È fondamentale sottolineare che malassorbimento e intolleranza non sono sinonimi: solo il 30-50% dei soggetti con malassorbimento manifesta sintomi clinici e possono essere considerati intolleranti al lattosio. La soglia di tolleranza al lattosio dipende da fattori quantitativi (lattasi residua, dose ingerita) e qualitativi (motilità intestinale, composizione del microbiota, sensibilità viscerale, fattori psicologici). La maggioranza degli ipolattasici può arrivare a tollerare fino a una/due tazze di latte vaccino. Questi fattori possono variare nel tempo, per cui la condizione di intolleranza può non essere stabile nel tempo. 

Diagnosi dell'intolleranza al lattosio

Il Breath Test all’idrogeno (o test del respiro) è il metodo diagnostico di riferimento per il malassorbimento di lattosio, in quanto misura l’idrogeno espirato derivante dalla fermentazione del lattosio non assorbito. Il test consiste nella somministrazione di 20 g di lattosio, sotto forma di 400 ml di latte, seguita dalla rilevazione periodica dei livelli di idrogeno (H₂) nell’aria espirata, con prelievi effettuati ogni 30 minuti fino a un massimo di 7 ore.  La positività al test del respiro è semplicemente indicativa di malassorbimento di lattosio, ma la concomitanza con i sintomi gastro-intestinali suggersce una condizione di intolleranza.

Recentemente viene proposto anche un test che rivela l’assetto genetico e, quindi, un’eventuale predisposizione del paziente.
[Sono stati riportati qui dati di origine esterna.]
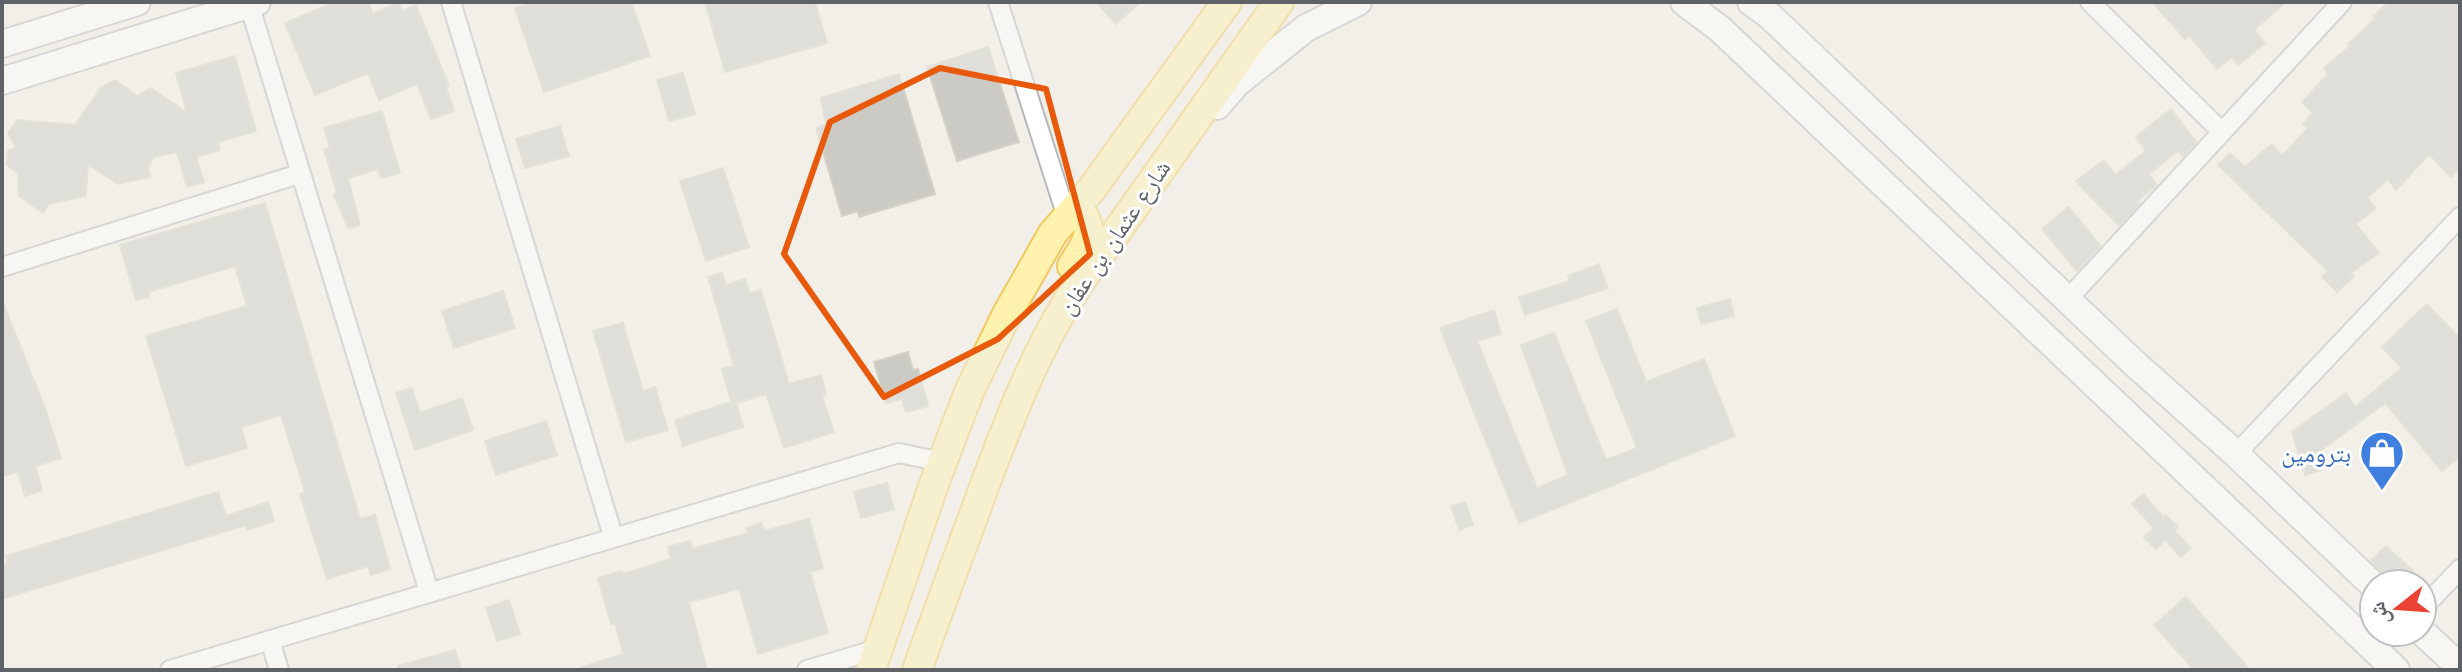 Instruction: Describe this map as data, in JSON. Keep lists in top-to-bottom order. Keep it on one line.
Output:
{"streets":{"main road":["شارع عثمان بن عفان"]},"places":{"shop":["بترومين"]},"north":"left"}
Questa analisi, per quanto utile, non può avere lo stesso valore diagnostico del test del respiro in quanto non evidenzia le condizioni secondarie (transitorie).

Dieta per chi è intollerante al lattosio

Essere intolleranti al lattosio non vuol dire dover eliminare del tutto i derivati del latte. Anzi, questa strategia è sconsigliata a chi non si assicura una valida fonte alternativa di calcio.

Un approccio dietetico razionale dovrebbe includere:

  • consumo di formaggi stagionati, naturalmente privi o poveri di lattosio;

  • utilizzo di latte delattosato e, in generale, prodotti indicati in etichetta come “senza lattosio” (ovvero con con contenuto di lattosio inferiore allo 0,1%);

  • consumo di yogurt, generalmente ben tollerato grazie alla presenza di β-galattosidasi di origine batterica e alla sua azione rallentante sul transito gastrico;

  • impiego di lattasi esogena, disponibile in compresse o gocce, in situazioni specifiche o in caso di ingestione occasionale di alimenti contenenti lattosio.

Inoltre, come già detto, la tolleranza al lattosio può essere migliorata. In particolare, può aiutare frazionare le fonti di lattosio durante la giornata e accompagnarle con alimenti solidi per rallentare lo svuotamento gastrico.
Attenzione, però, a non confondere l’intolleranza al lattosio con l’allegia al latte, che è di tutt’altra natura e richiede la totale esclusione di latte e qualsiasi suo derivato.